Storage: Spares and Parity in large disk collections

What approaches are available to deal with spare drives and RAID parity for 300-1,000 drives in a single box?
Will existing models scale well?
Do other technologies fill any gaps?
There are three main variants to holding RAID Parity and four variants for spare drives in a Protected Data solution. JBOD solutions with no Data Protection are outside the scope of this piece.

The meta-solution of dual- or triple-stores needs no spares and no provision for failed drives, just per-drive error correction.

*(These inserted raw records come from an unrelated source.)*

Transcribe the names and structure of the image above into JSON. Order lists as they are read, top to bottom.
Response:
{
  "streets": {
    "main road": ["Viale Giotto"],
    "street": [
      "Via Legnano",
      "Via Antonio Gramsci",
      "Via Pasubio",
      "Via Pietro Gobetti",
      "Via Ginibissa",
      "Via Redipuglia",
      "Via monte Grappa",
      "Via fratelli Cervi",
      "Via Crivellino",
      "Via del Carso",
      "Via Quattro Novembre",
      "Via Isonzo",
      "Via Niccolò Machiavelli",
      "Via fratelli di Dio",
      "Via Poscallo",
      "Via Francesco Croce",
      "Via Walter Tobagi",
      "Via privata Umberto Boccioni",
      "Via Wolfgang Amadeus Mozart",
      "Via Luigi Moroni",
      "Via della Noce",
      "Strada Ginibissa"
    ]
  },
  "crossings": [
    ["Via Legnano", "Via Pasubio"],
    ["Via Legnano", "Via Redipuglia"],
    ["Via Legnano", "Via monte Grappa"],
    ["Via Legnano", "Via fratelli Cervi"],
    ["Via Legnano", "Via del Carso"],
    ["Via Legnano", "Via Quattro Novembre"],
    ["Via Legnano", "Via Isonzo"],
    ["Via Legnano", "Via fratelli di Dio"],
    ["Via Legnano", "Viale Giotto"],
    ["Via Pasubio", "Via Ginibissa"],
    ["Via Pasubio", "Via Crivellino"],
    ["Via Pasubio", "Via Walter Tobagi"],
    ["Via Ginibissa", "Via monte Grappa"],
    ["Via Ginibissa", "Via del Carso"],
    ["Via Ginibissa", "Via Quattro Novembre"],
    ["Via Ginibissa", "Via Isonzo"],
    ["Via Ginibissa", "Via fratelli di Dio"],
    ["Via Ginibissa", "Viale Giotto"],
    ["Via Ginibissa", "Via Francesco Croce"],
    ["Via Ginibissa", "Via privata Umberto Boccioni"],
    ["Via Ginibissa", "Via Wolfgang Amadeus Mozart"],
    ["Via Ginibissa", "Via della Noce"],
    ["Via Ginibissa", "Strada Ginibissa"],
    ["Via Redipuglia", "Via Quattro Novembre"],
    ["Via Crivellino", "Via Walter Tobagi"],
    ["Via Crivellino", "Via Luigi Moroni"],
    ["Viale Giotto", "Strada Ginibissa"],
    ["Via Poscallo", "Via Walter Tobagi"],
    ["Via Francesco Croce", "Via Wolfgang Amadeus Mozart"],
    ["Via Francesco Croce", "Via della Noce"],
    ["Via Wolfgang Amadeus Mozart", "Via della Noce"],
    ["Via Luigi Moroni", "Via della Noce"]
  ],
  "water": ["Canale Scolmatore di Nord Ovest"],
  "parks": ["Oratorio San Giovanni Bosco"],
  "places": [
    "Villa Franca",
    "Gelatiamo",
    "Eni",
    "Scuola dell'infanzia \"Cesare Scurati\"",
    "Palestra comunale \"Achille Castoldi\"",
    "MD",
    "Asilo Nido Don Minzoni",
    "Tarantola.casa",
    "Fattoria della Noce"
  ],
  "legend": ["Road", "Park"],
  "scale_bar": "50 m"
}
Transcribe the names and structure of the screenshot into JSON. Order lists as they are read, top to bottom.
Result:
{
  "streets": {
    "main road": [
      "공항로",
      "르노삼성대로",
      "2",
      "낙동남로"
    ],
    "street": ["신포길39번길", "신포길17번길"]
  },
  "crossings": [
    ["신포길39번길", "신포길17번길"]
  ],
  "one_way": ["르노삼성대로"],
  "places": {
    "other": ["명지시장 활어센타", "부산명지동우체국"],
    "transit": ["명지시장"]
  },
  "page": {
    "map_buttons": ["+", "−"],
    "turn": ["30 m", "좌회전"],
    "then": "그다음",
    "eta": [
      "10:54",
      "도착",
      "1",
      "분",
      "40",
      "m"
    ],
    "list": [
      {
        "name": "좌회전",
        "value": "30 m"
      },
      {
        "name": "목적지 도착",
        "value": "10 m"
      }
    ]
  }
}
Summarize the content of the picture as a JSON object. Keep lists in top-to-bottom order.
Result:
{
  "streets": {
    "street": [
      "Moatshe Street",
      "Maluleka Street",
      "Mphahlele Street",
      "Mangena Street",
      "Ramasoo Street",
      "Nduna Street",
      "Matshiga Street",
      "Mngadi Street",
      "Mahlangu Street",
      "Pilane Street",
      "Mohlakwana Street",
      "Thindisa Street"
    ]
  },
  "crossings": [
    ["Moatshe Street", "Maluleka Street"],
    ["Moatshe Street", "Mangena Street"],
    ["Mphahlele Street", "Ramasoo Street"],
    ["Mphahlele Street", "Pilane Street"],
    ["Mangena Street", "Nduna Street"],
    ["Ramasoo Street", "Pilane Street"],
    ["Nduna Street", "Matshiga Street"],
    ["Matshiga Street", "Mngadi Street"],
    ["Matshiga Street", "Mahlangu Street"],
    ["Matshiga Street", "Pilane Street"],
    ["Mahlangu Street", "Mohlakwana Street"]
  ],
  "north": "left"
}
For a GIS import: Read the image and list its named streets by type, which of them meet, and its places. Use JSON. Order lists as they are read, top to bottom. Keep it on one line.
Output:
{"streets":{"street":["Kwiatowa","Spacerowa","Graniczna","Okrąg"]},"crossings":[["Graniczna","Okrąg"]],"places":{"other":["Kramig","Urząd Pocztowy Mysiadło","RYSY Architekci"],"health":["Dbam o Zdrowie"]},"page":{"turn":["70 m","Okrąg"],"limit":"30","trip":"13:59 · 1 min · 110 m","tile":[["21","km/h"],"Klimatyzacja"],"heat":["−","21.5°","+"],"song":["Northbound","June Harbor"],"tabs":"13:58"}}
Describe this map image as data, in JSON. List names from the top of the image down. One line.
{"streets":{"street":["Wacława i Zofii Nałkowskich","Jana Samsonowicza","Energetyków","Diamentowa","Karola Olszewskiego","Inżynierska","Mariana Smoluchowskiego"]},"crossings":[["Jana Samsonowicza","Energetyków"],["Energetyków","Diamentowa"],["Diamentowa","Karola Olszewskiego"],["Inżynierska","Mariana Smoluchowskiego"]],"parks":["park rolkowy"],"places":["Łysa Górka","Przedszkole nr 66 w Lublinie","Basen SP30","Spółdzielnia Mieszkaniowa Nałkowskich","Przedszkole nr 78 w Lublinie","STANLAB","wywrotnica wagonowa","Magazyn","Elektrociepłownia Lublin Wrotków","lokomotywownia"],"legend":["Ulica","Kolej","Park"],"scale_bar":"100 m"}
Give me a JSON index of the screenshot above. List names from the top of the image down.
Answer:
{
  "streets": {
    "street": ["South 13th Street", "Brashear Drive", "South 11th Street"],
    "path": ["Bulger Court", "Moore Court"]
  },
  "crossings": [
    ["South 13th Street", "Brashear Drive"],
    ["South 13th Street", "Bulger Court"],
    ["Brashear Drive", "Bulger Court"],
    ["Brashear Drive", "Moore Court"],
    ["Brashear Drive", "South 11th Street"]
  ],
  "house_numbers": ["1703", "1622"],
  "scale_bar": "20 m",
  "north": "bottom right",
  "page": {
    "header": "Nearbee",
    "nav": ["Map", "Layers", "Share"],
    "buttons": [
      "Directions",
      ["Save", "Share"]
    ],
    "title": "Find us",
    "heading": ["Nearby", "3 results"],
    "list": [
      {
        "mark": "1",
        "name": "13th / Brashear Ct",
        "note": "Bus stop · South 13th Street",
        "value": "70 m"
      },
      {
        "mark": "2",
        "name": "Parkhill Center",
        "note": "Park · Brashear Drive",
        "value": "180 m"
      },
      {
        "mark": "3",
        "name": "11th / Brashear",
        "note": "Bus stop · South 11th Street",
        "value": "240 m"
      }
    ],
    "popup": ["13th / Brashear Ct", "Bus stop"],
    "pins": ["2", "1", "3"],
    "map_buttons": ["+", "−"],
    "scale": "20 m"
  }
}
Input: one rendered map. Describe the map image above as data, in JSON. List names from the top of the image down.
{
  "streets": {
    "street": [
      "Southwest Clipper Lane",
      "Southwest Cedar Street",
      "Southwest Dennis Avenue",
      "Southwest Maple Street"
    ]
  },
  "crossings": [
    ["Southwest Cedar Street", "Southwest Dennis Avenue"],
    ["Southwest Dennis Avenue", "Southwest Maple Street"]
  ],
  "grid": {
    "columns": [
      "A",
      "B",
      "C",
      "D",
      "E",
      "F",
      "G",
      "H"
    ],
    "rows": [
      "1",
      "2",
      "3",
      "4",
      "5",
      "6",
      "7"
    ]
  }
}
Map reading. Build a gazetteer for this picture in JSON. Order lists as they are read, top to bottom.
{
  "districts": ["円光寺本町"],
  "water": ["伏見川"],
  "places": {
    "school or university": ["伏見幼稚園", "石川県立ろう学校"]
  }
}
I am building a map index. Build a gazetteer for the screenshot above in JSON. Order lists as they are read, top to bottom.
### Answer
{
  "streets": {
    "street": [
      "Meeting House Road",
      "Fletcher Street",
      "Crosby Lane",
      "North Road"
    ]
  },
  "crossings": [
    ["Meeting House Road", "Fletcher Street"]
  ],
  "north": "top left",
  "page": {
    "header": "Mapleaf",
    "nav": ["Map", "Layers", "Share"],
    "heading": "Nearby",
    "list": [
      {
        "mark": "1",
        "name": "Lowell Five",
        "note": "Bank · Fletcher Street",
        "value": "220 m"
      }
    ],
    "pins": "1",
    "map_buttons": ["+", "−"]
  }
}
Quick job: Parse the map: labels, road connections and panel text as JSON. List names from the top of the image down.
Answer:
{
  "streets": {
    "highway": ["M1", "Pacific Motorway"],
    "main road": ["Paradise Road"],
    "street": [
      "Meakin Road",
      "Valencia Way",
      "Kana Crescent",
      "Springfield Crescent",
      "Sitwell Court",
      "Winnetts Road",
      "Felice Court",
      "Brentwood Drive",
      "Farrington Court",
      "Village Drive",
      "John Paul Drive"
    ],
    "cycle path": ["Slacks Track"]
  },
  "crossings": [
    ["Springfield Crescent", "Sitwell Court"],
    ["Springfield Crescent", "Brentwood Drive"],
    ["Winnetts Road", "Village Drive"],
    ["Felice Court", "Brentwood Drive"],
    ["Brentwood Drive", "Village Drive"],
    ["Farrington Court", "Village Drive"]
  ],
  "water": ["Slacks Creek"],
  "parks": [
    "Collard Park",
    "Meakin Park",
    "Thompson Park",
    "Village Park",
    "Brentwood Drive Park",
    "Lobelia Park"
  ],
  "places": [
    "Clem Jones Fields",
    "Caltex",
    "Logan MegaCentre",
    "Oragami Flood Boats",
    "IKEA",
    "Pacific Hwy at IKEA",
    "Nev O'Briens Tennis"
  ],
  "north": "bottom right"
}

There are three general architectures used here as the context for organising large sets of disks:
  • single controller, one or more RAID groups (a 'backblaze' capacity-optimised configuration)
  • mid-scale, single main controller, multiple (single-ported) embedded RAID controllers with  internal access fabric, non-switching
  • high-end, dual main controllers, multiple dual-ported embedded RAID controllers, switching access fabric.
Spare drives & RAID parity can be avoided by using RAID 1, either at the drive or RAID-group level.
RAID 1 allows multiple replicas. For some applications, higher streaming and IO/sec can be supported by using large counts of replicas, up to the entire drive set. For these arrangements, the block mapping of logical to physical blocks on individual drives can be varied, placing a set of blocks in the outer ring of that drive giving better access times ('short-stroking'). The block scheduler can preferentially direct reads of those blocks to those drives.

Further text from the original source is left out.